- 33°17′12″N 35°40′08″E﻿ / ﻿33.2866°N 35.6688°E
- Type: farmhouse and Roman temple
- Periods: Ancient Rome
- Region: Lebanon

Site notes
- Archaeologists: Shim'on Dar
- Condition: Ruins

= Qal'at Bustra =

Archaeological site in Lebanon

Qal'at Bustra or Qalat Bustra is an archaeological site in Lebanon, close to the border of the Sheba Farms region of the Israeli-occupied Golan Heights, about 5 km ENE of Ghajar. It is situated on a peak of height 786m with a panoramic westward view. Qal'at Bustr (that means "castle at Bustra") is believed to be an ancient Roman sanctuary and was excavated by Israeli archaeologists. Remains found at the site include a farmhouse and temple dating from the Hellenistic and Roman period.

==History==

Archaeological surveys were first made in 1970–1972, who named the place Harviya. In 1990 a second expedition, carried out under the auspices of Bar Ilan University's Department of Land of Israel Studies, learned from local Arabs that the place is called Qal'at Bustra. The investigations revealed stelae and evidence of cultic activity dating to the Hellenistic period or earlier which continued into the Roman period.

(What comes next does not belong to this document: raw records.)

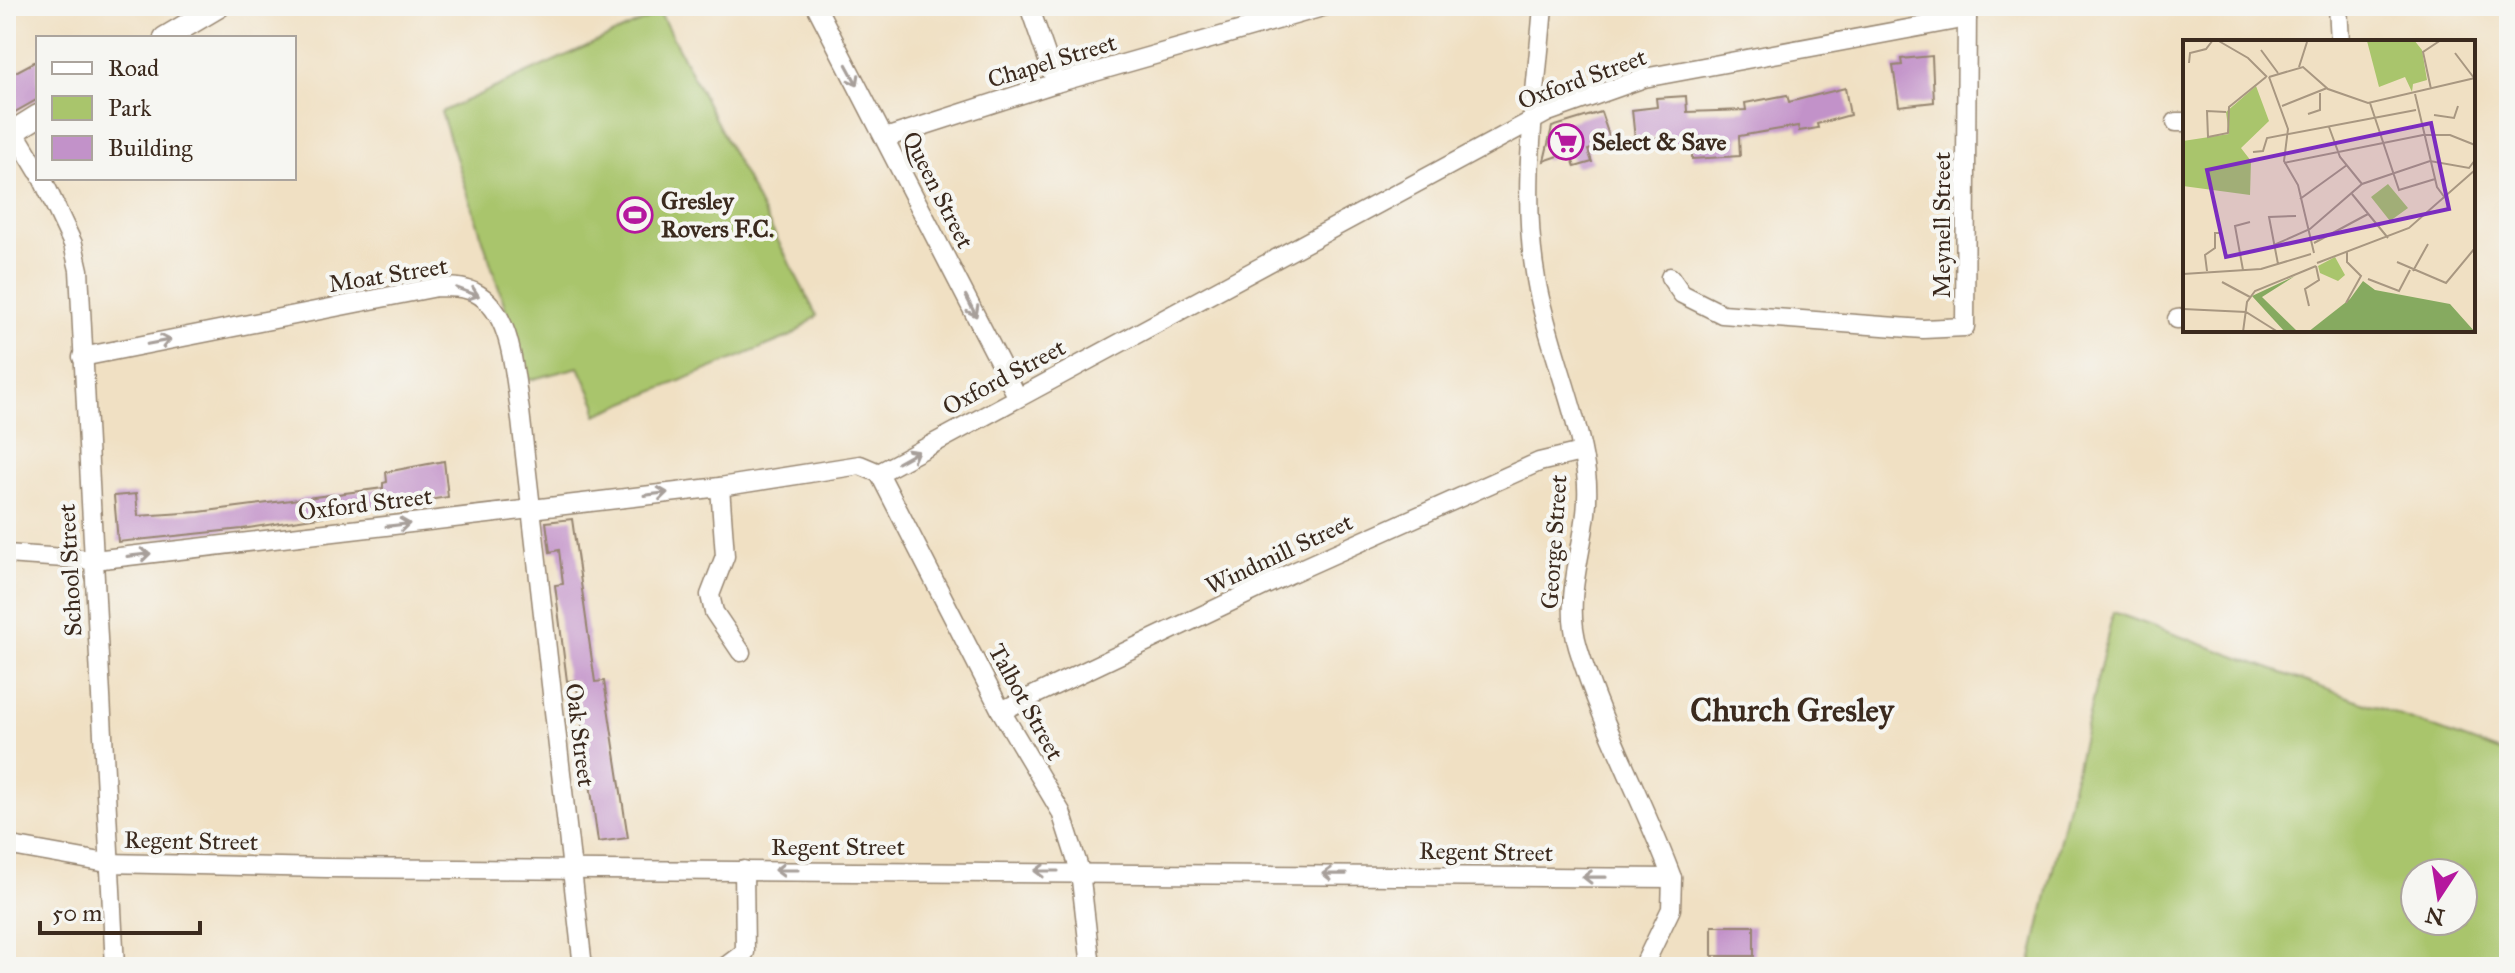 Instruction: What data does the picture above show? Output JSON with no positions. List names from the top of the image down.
{
  "streets": {
    "street": [
      "Chapel Street",
      "Oxford Street",
      "Queen Street",
      "Meynell Street",
      "Moat Street",
      "George Street",
      "Windmill Street",
      "School Street",
      "Talbot Street",
      "Oak Street",
      "Regent Street"
    ]
  },
  "crossings": [
    ["Chapel Street", "Queen Street"],
    ["Oxford Street", "Queen Street"],
    ["Oxford Street", "Meynell Street"],
    ["Oxford Street", "Moat Street"],
    ["Oxford Street", "George Street"],
    ["Oxford Street", "School Street"],
    ["Oxford Street", "Talbot Street"],
    ["Oxford Street", "Oak Street"],
    ["Moat Street", "School Street"],
    ["Moat Street", "Oak Street"],
    ["George Street", "Windmill Street"],
    ["George Street", "Regent Street"],
    ["Windmill Street", "Talbot Street"],
    ["School Street", "Regent Street"],
    ["Talbot Street", "Regent Street"],
    ["Oak Street", "Regent Street"]
  ],
  "one_way": ["Oxford Street", "Queen Street", "Regent Street"],
  "districts": ["Church Gresley"],
  "places": {
    "supermarket": ["Select & Save"],
    "sports": ["Gresley Rovers F.C."]
  },
  "legend": ["Road", "Park", "Building"],
  "scale_bar": "50 m",
  "north": "bottom"
} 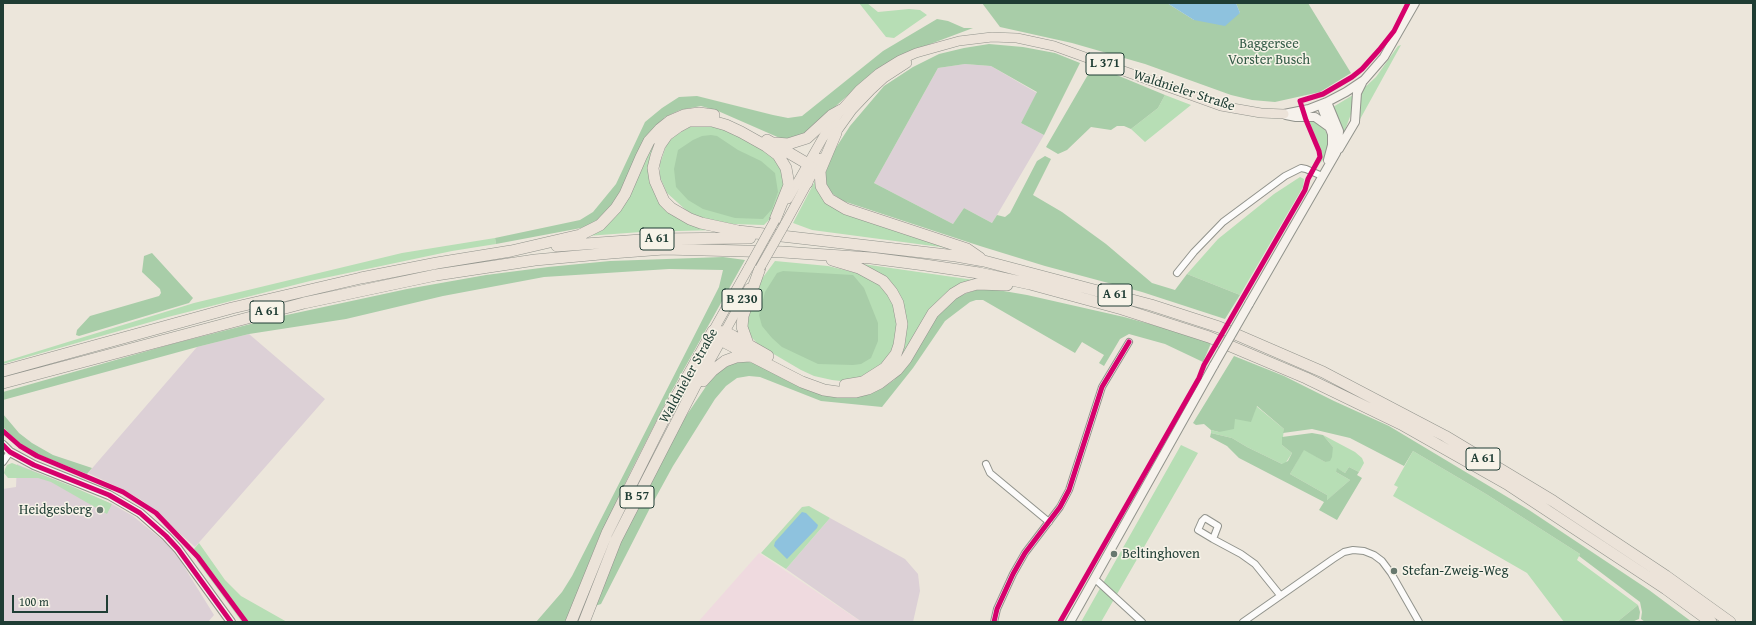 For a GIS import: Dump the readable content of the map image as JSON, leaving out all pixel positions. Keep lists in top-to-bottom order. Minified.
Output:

A farmhouse and temple discovered at the site have been dated to the Hellenistic and Roman periods (third century BCE to third-fourth centuries CE).

The farmstead is located at the center of a large farmyard, surrounded by well-built stone walls. It has many rooms that served different purposes. A villa-like structure contained a tower which is still visible. The surrounding farmland counts remains of many structures, including buildings, walls. Water cisterns with unusually large capacity for the region were found.

At the highest point of the peak, there are the remains a Roman temple covering about 100 square meters. Only the foundations, the foundation stones, and one course of stones are preserved. Discoveries in the temenos of the temple included eleven coins that were dated between the third century BCE and the third century CE. One was dated to the reign of Herod Antipas. Parts of a marble statue that include a male foot wearing a sandal was also recovered; it was probably a local deity worshipped at the temple. A collection of snails were also found. Various animal bones were discovered and dated to the 5th century CE including sheep, goats, cattle and a chicken.

The farmhouse is similar to others in the mount Hermon's area.